Two recent studies have provided new genomic evidence about Yersinia pestis, the bacterium responsible for plague, including the sixth-century Plague of Justinian and the Black Death. The findings link archaeological remains to pathogen genomics and help clarify how plague spread and persisted across Eurasia.
The first study, published in Genes, examined a mass grave from Jerash, Jordan, dated to around 550-660 CE. The grave, located in an abandoned Roman hippodrome, contained more than 200 individuals. Researchers used proteomics and ancient DNA analysis to test teeth from several skeletons. They identified Y. pestis in five individuals, all carrying nearly identical strains. This indicates a single lineage was circulating at the time of the outbreak.
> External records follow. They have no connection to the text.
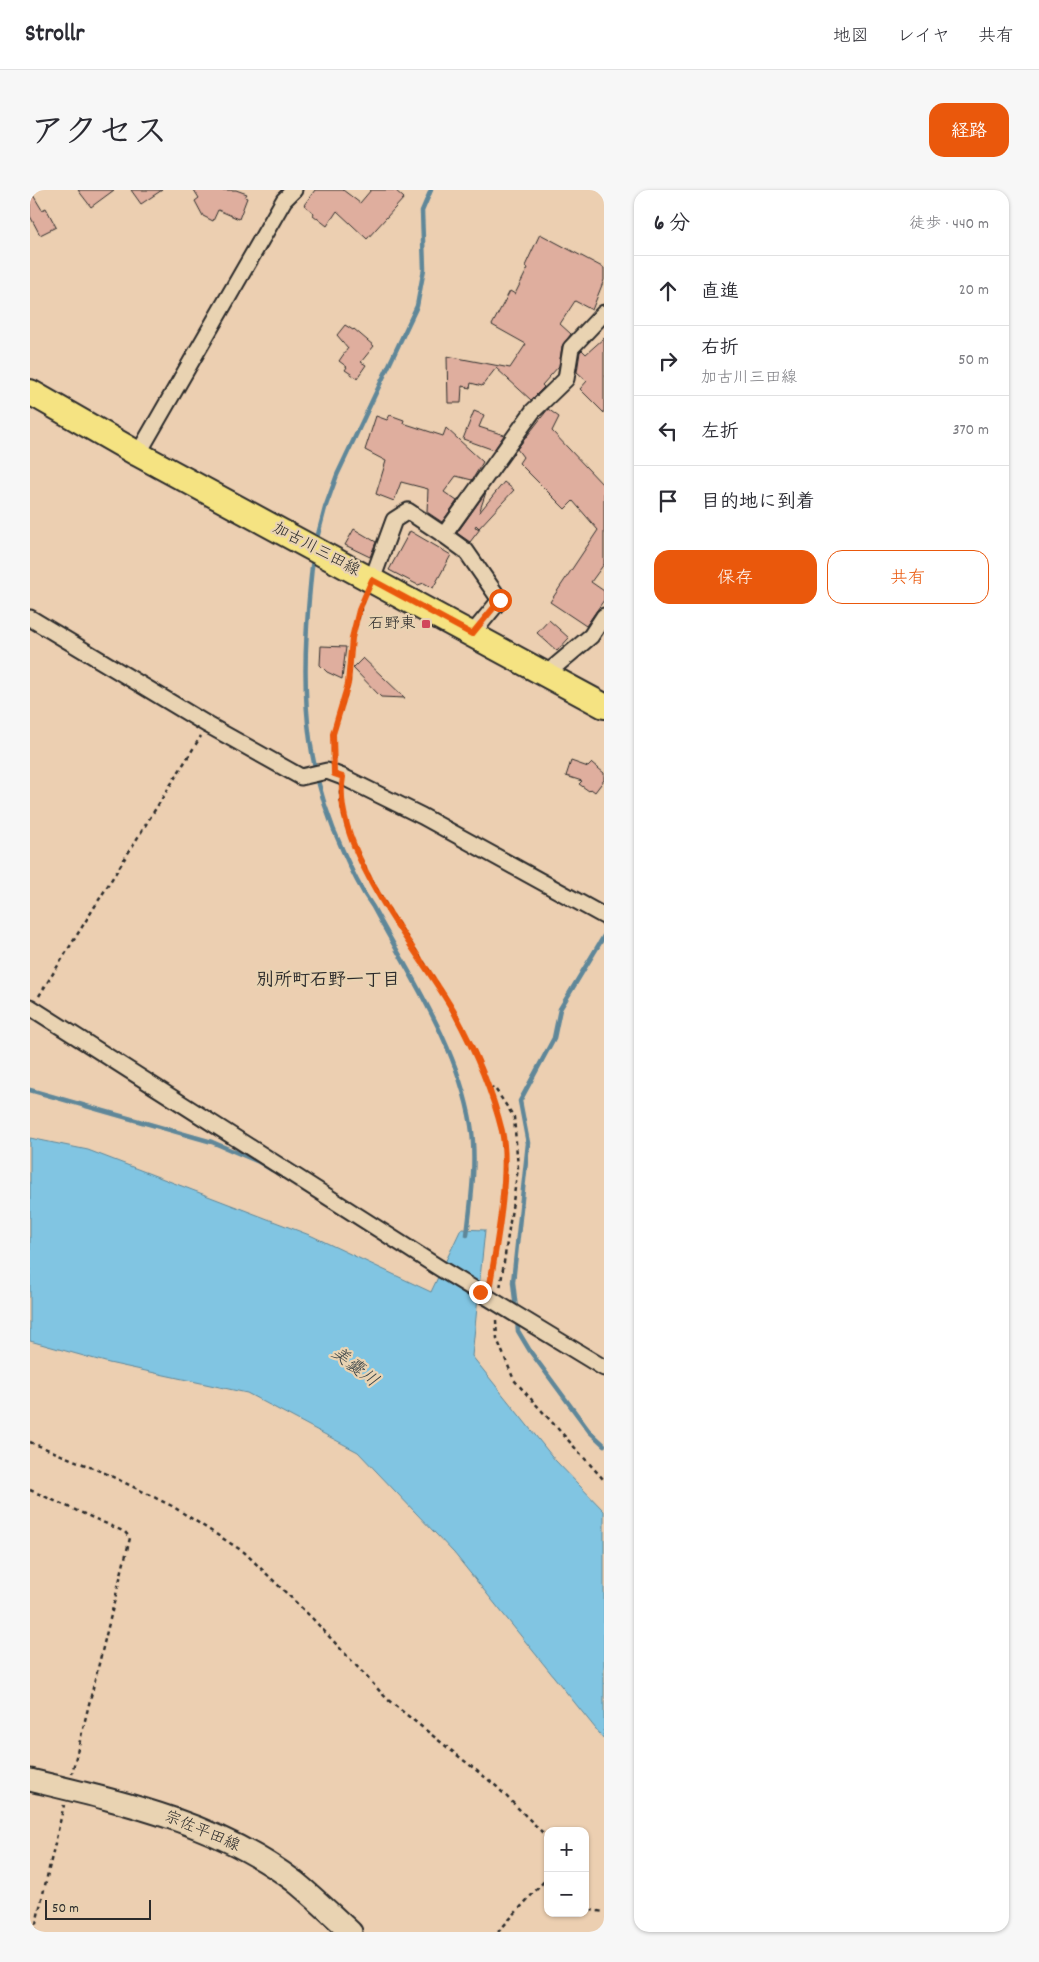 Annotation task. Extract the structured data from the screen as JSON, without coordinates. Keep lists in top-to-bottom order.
{
  "streets": {
    "main road": ["加古川三田線", "宗佐平田線"]
  },
  "districts": ["別所町石野一丁目"],
  "water": ["美嚢川"],
  "places": {
    "transit": ["石野東"]
  },
  "scale_bar": "50 m",
  "page": {
    "header": "Strollr",
    "nav": ["地図", "レイヤ", "共有"],
    "title": "アクセス",
    "buttons": [
      "経路",
      ["保存", "共有"]
    ],
    "heading": ["6 分", "徒歩 · 440 m"],
    "list": [
      ["直進", "20 m"],
      ["右折", "加古川三田線", "50 m"],
      ["左折", "370 m"],
      "目的地に到着"
    ],
    "map_buttons": ["+", "−"],
    "scale": "50 m"
  }
}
The Jerash strain grouped closely with other First Pandemic genomes but is the first recovered from the Eastern Mediterranean, near the historical epicenter of the Justinianic Plague. Genetic analysis showed the strain carried key virulence factors, such as Ymt, Pla, and the F1 capsule, which are linked to flea transmission and disease progression. Phylogenetic comparisons confirmed that the Jerash strain belonged to the same wider cluster as plague genomes recovered from Western Europe.
The second study, published in Pathogens, placed these findings in a global context. Researchers analyzed 326 Y. pestis genomes spanning prehistory to the present day, including 68 ancient samples. The results showed that plague pandemics did not come from one single strain, but instead emerged independently from multiple deep-rooted reservoirs in Eurasia.
Evidence from the Neolithic and Bronze Age demonstrated that Y. pestis was circulating long before recorded pandemics. Periods of rapid genetic change coincided with known outbreaks, while many modern strains showed little change over time, suggesting the bacterium often persists in animal or environmental reservoirs before re-emerging in humans.
A review of host associations revealed that ancient pandemic strains have so far only been found in humans, while modern strains are also detected in rodents, fleas, and soil. This points to differences in transmission: earlier pandemics may have been largely human-driven, while modern outbreaks often reflect spillovers from non-human reservoirs.
Together, the findings of both studies expand understanding of plague’s long history and show how laboratory techniques can connect past epidemics to present-day pathogen surveillance.